SAN FRANCISCO – Days after Hologic said it was on track to beat revenue estimates on the strength of its molecular diagnostics products, CEO Steve MacMillan said at the 41st Annual JP Morgan Healthcare Conference on Tuesday that the firm is positioned for double-digit growth across its Diagnostics, Breast Health, and Surgery businesses as the firm expands its global reach, especially in underserved women's health markets.
The firm's newer women's health products have been key drivers of revenue growth, especially vaginitis assays, he said in a webcast presentation, adding that customers who bought or replaced Panther instruments during the pandemic are also running a wider variety of tests as COVID-19 testing declines.
In a slide, MacMillan indicated the firm's test development pipeline includes a combination test for SARS-CoV-2, influenza A and B, and respiratory syncytial virus, and tests for group B Streptococcus, Epstein-Barr and BK viruses, Clostridioides difficile, and Mpox, among others.
Karleen Oberton, CFO, said that Hologic also saw contributions from its expanding portfolio of respiratory assays and has been increasing sales of its virology assays, especially in Africa, through its Global Access Initiative to increase diagnostic testing and viral load monitoring worldwide. The firm got a boost in Q1 2022 from its recent acquisitions, especially its San Diego-based Biotheranostics subsidiary that develops and provides diagnostic, prognostic, and predictive tests to aid cancer treatment.

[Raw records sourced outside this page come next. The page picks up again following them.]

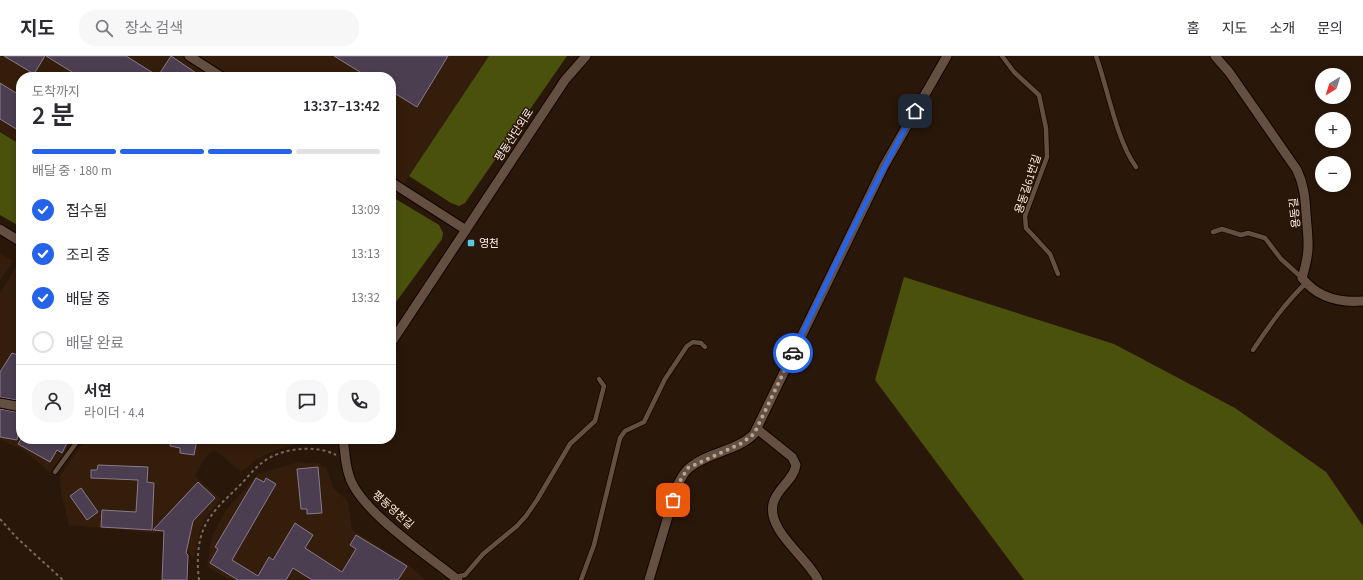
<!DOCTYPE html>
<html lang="ko">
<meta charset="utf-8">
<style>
:root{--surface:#fff;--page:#f7f7f7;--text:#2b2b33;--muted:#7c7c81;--line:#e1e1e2;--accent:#2563eb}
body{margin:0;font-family:"Source Sans 3","Noto Sans KR",sans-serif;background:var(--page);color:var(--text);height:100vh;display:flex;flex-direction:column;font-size:15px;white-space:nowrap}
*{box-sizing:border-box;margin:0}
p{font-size:13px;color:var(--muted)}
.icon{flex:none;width:22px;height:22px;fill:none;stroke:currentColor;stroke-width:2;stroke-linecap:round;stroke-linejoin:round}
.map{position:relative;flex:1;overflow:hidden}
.details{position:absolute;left:16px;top:16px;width:380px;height:372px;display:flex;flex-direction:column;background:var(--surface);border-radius:16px;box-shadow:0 2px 6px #0003}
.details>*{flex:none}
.needle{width:26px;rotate:218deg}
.buttons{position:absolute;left:1315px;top:12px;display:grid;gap:8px}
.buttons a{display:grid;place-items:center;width:36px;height:36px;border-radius:50%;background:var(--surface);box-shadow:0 2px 6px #0003;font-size:20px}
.pin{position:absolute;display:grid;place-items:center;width:34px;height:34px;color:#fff;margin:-17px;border-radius:8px;box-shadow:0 2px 6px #0006}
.courier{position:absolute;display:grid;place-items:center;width:40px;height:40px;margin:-20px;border:3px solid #2563eb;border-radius:50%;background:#fff;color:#222;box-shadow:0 1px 5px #0007}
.head em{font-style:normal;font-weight:600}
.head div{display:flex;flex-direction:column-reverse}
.head{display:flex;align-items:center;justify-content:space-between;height:68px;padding:0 16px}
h1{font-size:26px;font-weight:600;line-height:30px}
.bar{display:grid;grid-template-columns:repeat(4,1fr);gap:6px 4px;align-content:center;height:48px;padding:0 16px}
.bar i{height:5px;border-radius:3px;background:var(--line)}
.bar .on{background:var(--accent)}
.bar p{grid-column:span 4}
.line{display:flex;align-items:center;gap:10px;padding:0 16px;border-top:1px solid var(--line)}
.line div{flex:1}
.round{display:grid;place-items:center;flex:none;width:42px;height:42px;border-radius:16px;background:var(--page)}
ol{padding:0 16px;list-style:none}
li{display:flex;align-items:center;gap:12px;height:44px}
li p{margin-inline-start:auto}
li .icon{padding:4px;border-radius:50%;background:var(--accent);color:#fff;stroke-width:4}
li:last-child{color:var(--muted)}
li i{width:22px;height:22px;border:2px solid var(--line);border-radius:50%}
header{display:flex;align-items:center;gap:24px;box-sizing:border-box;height:56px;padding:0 20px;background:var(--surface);border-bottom:1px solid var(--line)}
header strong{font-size:19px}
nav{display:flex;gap:22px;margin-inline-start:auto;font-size:14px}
.search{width:280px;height:36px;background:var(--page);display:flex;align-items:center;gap:10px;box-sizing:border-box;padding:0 14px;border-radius:16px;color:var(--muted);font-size:15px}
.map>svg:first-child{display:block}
</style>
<header>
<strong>지도</strong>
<div class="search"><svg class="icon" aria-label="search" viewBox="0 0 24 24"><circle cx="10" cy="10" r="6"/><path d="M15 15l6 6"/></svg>장소 검색</div>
<nav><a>홈</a><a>지도</a><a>소개</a><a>문의</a></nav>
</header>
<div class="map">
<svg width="1363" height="524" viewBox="0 0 1363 524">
<rect width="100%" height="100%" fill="#291709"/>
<g fill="#341d0a">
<polygon points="0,0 489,0 391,147 391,21 21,21 21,89 0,75"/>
<polygon points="0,197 13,205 0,225"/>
<polygon points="18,208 21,210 21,345 0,341 0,237"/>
<polygon points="0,351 21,354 21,383 74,383 50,416 21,393 0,384"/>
<polygon points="86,383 205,383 220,386 236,383 328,383 328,385 296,388 274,395 259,402 241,416 214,393 205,402 195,420 221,443 206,461 199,477 194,502 167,476 153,477 69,469 61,438 60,420"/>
<polygon points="298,406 318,407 326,412 334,433 348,445 352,474 410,510 425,524 230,524 207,511 212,480 226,454 258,418"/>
</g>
<g fill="#4a510d">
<polygon points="489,0 567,0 465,147 459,150 451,147 409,120"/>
<polygon points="0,76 21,89 21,171 0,159"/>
<polygon points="394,142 439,169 443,177 442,183 391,253 391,147"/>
<polygon points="904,221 1114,288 1235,352 1326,416 1363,470 1363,524 1024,524 875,324"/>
</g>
<g fill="#4c3e51" stroke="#89798e">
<polygon points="4,0 45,0 34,18"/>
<polygon points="46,0 126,0 158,20 171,0 202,21 80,21"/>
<polygon points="334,0 448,0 417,51 391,35 391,21 368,21"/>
<polygon points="0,27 21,40 21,76 0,63"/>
<polygon points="12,297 21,300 21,345 0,341 0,316"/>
<polygon points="0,353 21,357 17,384 0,381"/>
<polygon points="21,383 69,383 62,397 57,394 50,406 18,388"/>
<polygon points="171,383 197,383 194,399 180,397 180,392 170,390"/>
<polygon points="98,409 148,411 147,426 154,427 152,474 101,471 102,454 136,456 138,424 91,422 91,414 97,414"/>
<polygon points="318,411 322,457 307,458 307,453 301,453 297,413"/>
<polygon points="256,422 264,426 266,422 276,428 232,504 258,520 269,501 273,504 295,467 313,479 305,492 342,516 356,493 350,489 356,479 407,510 398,524 312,524 293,512 286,524 238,524 210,507 218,493 215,491"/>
<polygon points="198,426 215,442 193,465 186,497 188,499 187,524 162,524 164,475 153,474"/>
<polygon points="81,432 98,456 87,464 70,440"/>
</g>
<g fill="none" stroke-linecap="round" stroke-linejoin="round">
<defs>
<g id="service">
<polyline points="1002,0 1014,16 1039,39 1046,72 1047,101 1025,160 1026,172 1050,198 1058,218"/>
<path d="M1096 0C1108 33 1116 83 1136 111"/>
<polyline points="1213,176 1222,173 1241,179 1248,177 1265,182 1281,203 1301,221"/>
<path d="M1253 294C1269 270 1285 247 1306 227"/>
<polyline points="55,416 79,383"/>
<polyline points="455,521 465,519 483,498 517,470 526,460 537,444 570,388 595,365 604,330 599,323"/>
<polyline points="581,524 594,489 620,382 625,375 644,366 665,323 687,290 693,286 701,287 705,291"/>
</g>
<g id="minor">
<polyline points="189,0 222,21"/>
<path d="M1215 0 1229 16 1297 114C1304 129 1305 141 1306 157 1308 186 1311 192 1302 222 1317 241 1339 247 1363 245"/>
<polyline points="391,126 466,174"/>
<polyline points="0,173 21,186"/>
<polyline points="391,287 565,24 586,0"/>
<polyline points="0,347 21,351"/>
<path d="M757 373 792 401 796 409C794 424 776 433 773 448 767 475 808 502 818 524"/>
<path d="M343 383C345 395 345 408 349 419 358 454 430 501 458 524"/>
<path d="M649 524 677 430C680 424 684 416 689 412 708 396 737 395 754 378L884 110 947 0"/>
</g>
</defs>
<use href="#service" stroke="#100300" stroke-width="6"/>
<use href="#minor" stroke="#100300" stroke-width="11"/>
<g stroke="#7a6a5e" stroke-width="2" stroke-dasharray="3 3" stroke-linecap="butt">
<polyline points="0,463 17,482 63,524"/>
<path d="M199 524C197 508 197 487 204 472 211 456 225 444 237 432 246 424 253 413 263 406 281 392 316 388 336 399"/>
</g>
<use href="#service" stroke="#654f40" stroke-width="4.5"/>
<use href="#minor" stroke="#654f40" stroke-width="9"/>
</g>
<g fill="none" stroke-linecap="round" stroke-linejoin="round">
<polyline stroke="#b3a59a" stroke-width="4" stroke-dasharray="0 7.2" points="673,444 677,430 688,412 742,387 754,378 793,297"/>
<path stroke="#2563eb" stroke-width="5" d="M793 297C832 215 870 134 915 55"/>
</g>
<rect fill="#59c8e5" stroke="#291709" stroke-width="1.5" x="467" y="183" width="8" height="8" rx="2"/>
<g text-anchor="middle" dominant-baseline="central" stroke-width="3" stroke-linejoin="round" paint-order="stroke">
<g font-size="11" fill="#fef1e8" stroke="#291709">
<text transform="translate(514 79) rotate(-57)">평동산단외로</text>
<text transform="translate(1028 128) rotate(-72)">용동길61번길</text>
<text transform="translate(1295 157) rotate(-96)">용동길</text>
<text transform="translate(393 454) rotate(42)">평동영천길</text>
</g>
<g font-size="11" fill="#fef1e8" stroke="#291709" text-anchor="start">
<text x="479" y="187">영천</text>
</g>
</g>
</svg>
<div class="buttons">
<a><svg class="needle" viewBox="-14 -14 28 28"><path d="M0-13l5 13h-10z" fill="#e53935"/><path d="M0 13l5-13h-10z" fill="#7c7c81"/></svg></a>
<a>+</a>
<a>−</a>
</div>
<div class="pin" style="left:673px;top:444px;background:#ea580c"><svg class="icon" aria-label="bag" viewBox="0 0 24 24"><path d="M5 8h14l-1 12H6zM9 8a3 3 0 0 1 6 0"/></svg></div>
<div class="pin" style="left:915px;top:55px;background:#1f2937"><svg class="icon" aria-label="home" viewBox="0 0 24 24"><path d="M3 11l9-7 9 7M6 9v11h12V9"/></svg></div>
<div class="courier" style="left:793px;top:297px"><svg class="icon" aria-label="car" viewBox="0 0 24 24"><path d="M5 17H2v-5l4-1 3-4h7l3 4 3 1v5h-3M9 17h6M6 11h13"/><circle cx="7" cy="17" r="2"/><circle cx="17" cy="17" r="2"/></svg></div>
<section class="details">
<div class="head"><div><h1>2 분</h1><p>도착까지</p></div><em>13:37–13:42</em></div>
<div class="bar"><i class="on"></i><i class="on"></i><i class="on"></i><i></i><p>배달 중 · 180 m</p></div>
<ol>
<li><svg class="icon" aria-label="check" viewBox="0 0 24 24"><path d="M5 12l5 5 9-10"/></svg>접수됨<p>13:09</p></li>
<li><svg class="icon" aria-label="check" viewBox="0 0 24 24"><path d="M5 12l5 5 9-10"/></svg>조리 중<p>13:13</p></li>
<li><svg class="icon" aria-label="check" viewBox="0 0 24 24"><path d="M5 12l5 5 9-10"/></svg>배달 중<p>13:32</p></li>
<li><i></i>배달 완료</li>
</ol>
<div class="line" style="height:72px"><a class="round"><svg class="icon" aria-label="person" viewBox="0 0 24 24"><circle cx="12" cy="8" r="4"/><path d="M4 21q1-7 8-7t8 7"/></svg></a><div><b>서연</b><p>라이더 · 4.4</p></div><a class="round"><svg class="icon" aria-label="chat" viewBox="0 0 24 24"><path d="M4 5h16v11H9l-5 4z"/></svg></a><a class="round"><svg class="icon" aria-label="phone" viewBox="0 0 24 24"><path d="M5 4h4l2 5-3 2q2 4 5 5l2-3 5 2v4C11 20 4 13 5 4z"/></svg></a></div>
</section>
</div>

But Oberton also said Panther placements were likely to slow in 2023 and 2024 following three years of accelerated growth. Company officials said in April 2022 that the Panther installed base had grown by 75 percent during the pandemic, and, by Oct. 31, the firm had 3,250 Panther instruments installed globally.
Hologic said Sunday it was set to bring $1.07 billion in revenues for the fiscal 2023 first quarter, a 27 percent decline year over year, as described in the firm's preliminary Q1 2023 earnings. Excluding COVID-19 testing, the firm's organic diagnostic business revenues were set to rise 12 percent, to $387.7 million from $345.5 million, and its organic molecular diagnostics business are expected to grow 22 percent, to $260.9 million from $214.8 million.

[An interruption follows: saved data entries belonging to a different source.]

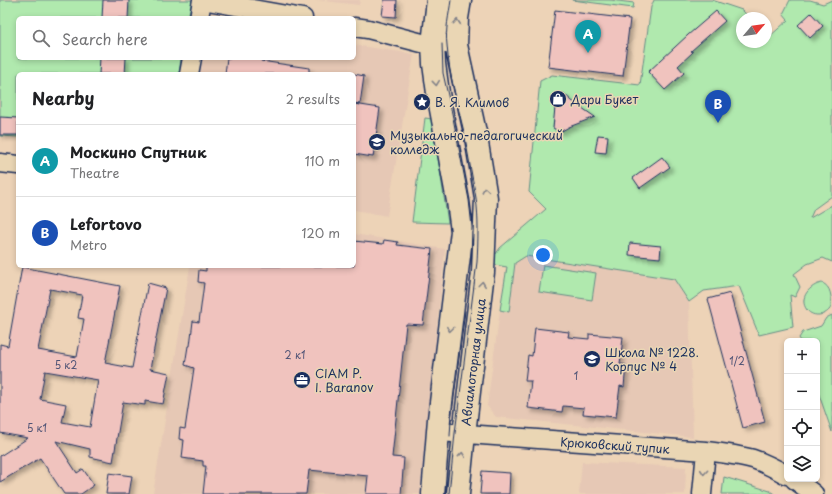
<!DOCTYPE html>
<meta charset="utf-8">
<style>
:root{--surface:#fff;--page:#f2f2f2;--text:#202124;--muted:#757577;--line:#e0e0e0;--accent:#db2777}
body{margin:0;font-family:"Playpen Sans",sans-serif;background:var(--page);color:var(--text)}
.controls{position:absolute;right:12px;bottom:12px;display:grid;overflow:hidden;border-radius:6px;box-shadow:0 2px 6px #0003}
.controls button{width:36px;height:36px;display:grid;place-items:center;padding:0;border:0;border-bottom:1px solid var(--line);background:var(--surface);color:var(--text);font:20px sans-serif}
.compass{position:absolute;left:736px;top:12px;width:36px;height:36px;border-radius:50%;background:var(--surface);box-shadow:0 2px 6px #0003;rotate:61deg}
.you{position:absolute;left:543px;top:255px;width:14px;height:14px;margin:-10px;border:3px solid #fff;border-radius:50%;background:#1a73e8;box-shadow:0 0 0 6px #1a73e833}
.badge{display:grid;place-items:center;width:26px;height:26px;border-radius:50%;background:var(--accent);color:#fff;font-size:13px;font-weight:700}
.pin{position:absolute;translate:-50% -33px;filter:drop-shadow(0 1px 2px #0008)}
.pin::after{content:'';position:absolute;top:21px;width:14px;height:12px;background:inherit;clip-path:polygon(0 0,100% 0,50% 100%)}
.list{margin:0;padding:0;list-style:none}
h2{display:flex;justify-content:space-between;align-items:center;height:52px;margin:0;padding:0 16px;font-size:17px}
h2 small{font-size:13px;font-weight:400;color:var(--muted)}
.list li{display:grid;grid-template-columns:26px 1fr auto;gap:12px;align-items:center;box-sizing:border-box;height:72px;padding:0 16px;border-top:1px solid var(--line)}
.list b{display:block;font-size:15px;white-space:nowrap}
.list p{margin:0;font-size:13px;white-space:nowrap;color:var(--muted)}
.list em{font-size:13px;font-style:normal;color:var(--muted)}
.icon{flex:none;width:22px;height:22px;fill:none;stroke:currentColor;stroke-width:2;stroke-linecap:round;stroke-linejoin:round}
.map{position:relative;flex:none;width:832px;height:494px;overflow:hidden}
.search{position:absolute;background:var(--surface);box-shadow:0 2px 6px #0003;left:16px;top:16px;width:340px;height:44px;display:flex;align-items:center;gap:10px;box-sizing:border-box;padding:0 14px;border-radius:6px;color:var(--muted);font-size:15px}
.panel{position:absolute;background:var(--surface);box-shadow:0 2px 6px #0003;left:16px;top:72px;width:340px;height:196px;border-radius:6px}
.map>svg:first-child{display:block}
.built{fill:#e6c8b5}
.green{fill:#b0e9ae;stroke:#668c86}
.building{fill:#f0c3be;stroke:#1b2f5e;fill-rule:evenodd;filter:url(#shadow)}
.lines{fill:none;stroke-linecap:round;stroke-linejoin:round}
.minor-casing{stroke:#1b2f5e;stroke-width:21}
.major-casing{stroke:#1b2f5e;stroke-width:25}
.minor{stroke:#ead6b4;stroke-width:18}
.major{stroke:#ead6b4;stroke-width:22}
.tram{stroke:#1b2f5e;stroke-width:1}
.oneway{stroke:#828289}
.labels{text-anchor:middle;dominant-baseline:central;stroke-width:3;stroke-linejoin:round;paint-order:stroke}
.number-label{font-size:10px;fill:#505476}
.poi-label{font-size:12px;fill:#1b2f5e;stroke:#ead6b4;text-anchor:start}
.street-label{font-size:12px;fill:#1b2f5e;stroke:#ead6b4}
</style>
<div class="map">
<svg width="832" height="494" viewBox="0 0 832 494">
<defs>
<filter id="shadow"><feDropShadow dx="3.5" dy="3.5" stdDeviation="2" flood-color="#0004"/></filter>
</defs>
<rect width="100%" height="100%" fill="#edd3b7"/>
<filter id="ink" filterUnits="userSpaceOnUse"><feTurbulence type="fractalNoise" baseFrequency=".025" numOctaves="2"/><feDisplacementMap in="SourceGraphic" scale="8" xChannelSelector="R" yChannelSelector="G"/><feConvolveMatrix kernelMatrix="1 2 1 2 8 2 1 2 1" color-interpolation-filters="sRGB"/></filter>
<g filter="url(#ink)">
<path class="built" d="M316 0H360L359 5Z
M354 45 414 54 387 216 354 210V74H196L198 58H354Z
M354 234 445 249 420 494H153L190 266H354Z
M526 256 674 279 689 302 693 437 496 417 487 406 500 310 509 312 515 263Z
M582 462 686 467 685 494H579Z"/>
<path class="green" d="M0 0H192L188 18H18V58H181L179 74H18V137L0 136Z
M572 0H610L634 3 633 8Z
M654 0H712L742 10 750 18H742V42H766V36L768 38 788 20 783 14 790 0H810L823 4 832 0V196L814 209 810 218 832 205V262L823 258 807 264 794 274 800 287 795 297 790 295 793 327 759 335 739 286 704 291 689 302 674 279 526 256 515 263 509 312 500 310 507 267 489 264 500 248 546 209 529 192 540 81 552 75 640 85 651 7Z
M425 118 432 119 448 223 412 222Z
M543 265 596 273 592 300 539 292Z
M822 283C831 286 832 298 831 307 827 316 813 318 807 310 798 298 810 285 822 283Z
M832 315V432L817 389V341H801L799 338 803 332 821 326 826 318Z
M724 477 770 491 774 494H722Z"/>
<path class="building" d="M103 0H129L128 18H102Z
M384 0H397L396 17 382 16Z
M555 10 630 19 623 76 548 67Z
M716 11 725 21 691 51 693 52 678 66 684 73 665 90 648 72 688 35Z
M811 13 823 26 810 38 798 25Z
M100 58H126L125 74H99Z
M227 58H262L261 61 309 68V74H225Z
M354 74 364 76 360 104 354 103Z
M563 93 572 101 595 117 569 127 560 132 553 128 556 97Z
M354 104 380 108 373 157 354 154Z
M0 117 18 118V135H0Z
M598 135 608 136 606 153 595 152Z
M662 157 670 167 640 188 633 178Z
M384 240 398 242 397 245 432 249 423 325 406 324 392 457 404 458 401 494H366L368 476 309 470 306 494H203L206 466H203V461L182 458 184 440 179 439 180 428 185 429 194 368 185 365 188 346H190L193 321 199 322 204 283 198 282 199 270 206 271V266H354V241L383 244Z
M630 243 661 246 660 258 629 255Z
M22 267 120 286 105 363 132 368 148 283 166 288 150 369 169 373 163 404 145 401V405L123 402 113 462 90 457V449L56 441 77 473 83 469 94 485 81 494H64L40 458 0 482V456L28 438 0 433V344L8 346ZM50 289 82 295 78 318 84 319 77 357 38 350ZM45 371 98 380 90 427 62 422 66 404 40 399Z
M730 293 765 422 743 428 708 299Z
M535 328 569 332 568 337 589 339V334L623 337 620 364 626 365 624 387 620 386 616 417 583 414 584 408 563 406 562 412 528 408 531 381H525L528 355 532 356Z
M482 471 510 473 509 494H480Z
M109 473 132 476 129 494H106Z"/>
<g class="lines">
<g class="minor-casing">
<path id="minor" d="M202 0 303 18
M199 18 202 0
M354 27 368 29 422 43 447 44
M189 74 192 58
M0 163 18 165
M439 432 706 451C722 453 738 455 753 459 765 463 776 469 787 475
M794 479 814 494
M702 494 706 451"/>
</g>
<g class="major-casing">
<path id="major" d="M433 494 439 419 462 231 458 201 438 93 434 64 433 44 438 0
M458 494 464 434 483 272 486 198 476 137 456 45 457 18 460 0"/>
</g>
<use href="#minor" class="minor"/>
<use href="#major" class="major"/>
<path class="tram" d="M442 44 443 73 453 118 469 200 472 227 471 260
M450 436 451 420 465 311
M449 494 455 433 477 262C478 241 479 219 476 198 472 176 468 154 464 132 457 103 449 75 447 45 445 30 449 15 451 0"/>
</g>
<defs><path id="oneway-chevron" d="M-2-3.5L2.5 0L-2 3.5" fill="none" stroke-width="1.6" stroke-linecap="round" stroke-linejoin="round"/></defs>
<g class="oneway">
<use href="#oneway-chevron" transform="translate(457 22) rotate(-85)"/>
<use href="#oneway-chevron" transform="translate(436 83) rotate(84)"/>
<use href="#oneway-chevron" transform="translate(485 190) rotate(-99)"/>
<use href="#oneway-chevron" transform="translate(482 284) rotate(-83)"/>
<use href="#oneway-chevron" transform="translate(450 329) rotate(97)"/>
<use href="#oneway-chevron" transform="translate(462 455) rotate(-84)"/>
<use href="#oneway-chevron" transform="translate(704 472) rotate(95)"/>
</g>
</g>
<defs>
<g id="shop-disc" transform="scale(0.9)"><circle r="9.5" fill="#1b2f5e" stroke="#ead6b4"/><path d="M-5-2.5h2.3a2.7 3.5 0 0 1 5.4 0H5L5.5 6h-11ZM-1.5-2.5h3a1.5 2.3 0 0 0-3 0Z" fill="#fff"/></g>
<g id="sight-disc" transform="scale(0.9)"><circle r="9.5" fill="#1b2f5e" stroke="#ead6b4"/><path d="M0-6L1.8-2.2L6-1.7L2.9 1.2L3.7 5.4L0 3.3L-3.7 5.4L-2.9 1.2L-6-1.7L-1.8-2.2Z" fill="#fff"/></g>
<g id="university-disc" transform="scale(0.9)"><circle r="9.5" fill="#1b2f5e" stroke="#ead6b4"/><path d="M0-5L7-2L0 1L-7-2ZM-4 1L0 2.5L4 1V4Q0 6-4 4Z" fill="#fff"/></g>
<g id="school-disc" transform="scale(0.9)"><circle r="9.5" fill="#1b2f5e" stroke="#ead6b4"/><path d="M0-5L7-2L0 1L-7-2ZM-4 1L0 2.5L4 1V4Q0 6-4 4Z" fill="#fff"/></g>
<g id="office-disc" transform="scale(0.9)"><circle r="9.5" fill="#1b2f5e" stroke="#ead6b4"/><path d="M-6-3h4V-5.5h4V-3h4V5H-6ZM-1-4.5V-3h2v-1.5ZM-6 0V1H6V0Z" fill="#fff"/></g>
</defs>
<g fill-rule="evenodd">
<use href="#shop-disc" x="558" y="99"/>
<use href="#sight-disc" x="422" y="102"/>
<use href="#university-disc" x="377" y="142"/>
<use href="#school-disc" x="592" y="359"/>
<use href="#office-disc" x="302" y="380"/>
</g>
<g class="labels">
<g class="number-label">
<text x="295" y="354">2 к1</text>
<text x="737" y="360">1/2</text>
<text x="66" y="364">5 к2</text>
<text x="576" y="375">1</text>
<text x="37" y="427">5 к1</text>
</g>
<g class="poi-label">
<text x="571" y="99">Дари Букет</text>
<text x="435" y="102">В. Я. Климов</text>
<text x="390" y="135">Музыкально-педагогический<tspan x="390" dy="14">колледж</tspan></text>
<text x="605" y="352">Школа № 1228.<tspan x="605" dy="14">Корпус № 4</tspan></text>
<text x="315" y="373">CIAM P.<tspan x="315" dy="14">I. Baranov</tspan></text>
</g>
<g class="street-label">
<text transform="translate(473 362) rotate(-83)">Авиамоторная улица</text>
<text transform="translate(615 445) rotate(4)">Крюковский тупик</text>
</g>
</g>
</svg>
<div class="controls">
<button>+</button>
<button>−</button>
<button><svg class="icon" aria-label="locate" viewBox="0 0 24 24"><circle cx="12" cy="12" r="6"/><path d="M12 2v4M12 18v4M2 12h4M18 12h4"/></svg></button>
<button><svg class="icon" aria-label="layers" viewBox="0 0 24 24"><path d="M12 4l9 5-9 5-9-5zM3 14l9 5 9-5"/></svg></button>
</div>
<svg class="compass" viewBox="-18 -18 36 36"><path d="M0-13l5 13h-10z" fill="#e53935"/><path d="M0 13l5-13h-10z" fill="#757577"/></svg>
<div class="you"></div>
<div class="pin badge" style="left:588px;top:53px;background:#0f9aa8">A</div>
<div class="pin badge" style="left:718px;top:123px;background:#1a4fb4">B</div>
<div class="search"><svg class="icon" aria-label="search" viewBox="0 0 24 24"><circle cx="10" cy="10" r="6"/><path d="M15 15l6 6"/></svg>Search here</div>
<section class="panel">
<h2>Nearby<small>2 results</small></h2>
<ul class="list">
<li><span class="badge" style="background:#0f9aa8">A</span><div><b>Москино Спутник</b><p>Theatre</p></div><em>110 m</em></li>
<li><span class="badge" style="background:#1a4fb4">B</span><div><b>Lefortovo</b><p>Metro</p></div><em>120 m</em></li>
</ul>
</section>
</div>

During his presentation, MacMillan said the firm has been campaigning to expand global access to women's health testing and the use of the company's products outside the US. The firm's Global Access Initiative has driven growth for Hologic, especially in Africa.
"Hologic tends to be a little underdeveloped outside the United States," he said. "Well, in reality, the reason is because women's health is less developed, and so, the best thing we can do for the women of the world — but also, candidly, for our business — is to elevate the awareness and the opportunities for women's health around the world."
During a Q&A session, he said data collected through Hologic's Global Women's Health Index indicate about 12 percent of women worldwide were tested for cancer in the past year and 11 percent were screened for sexually transmitted infections. Many male-dominated societies have not prioritized women's health, he said.
MacMillan also said the firm also continues to build back its Breast Health business and secure sufficient semiconductor chips to meet demand, and he noted that the firm has diverted chips to maintain instruments already installed. He said Hologic expects double-digit growth in its Diagnostics, Breast Health, and Surgery businesses in 2023 and has the best growth outlook in its history.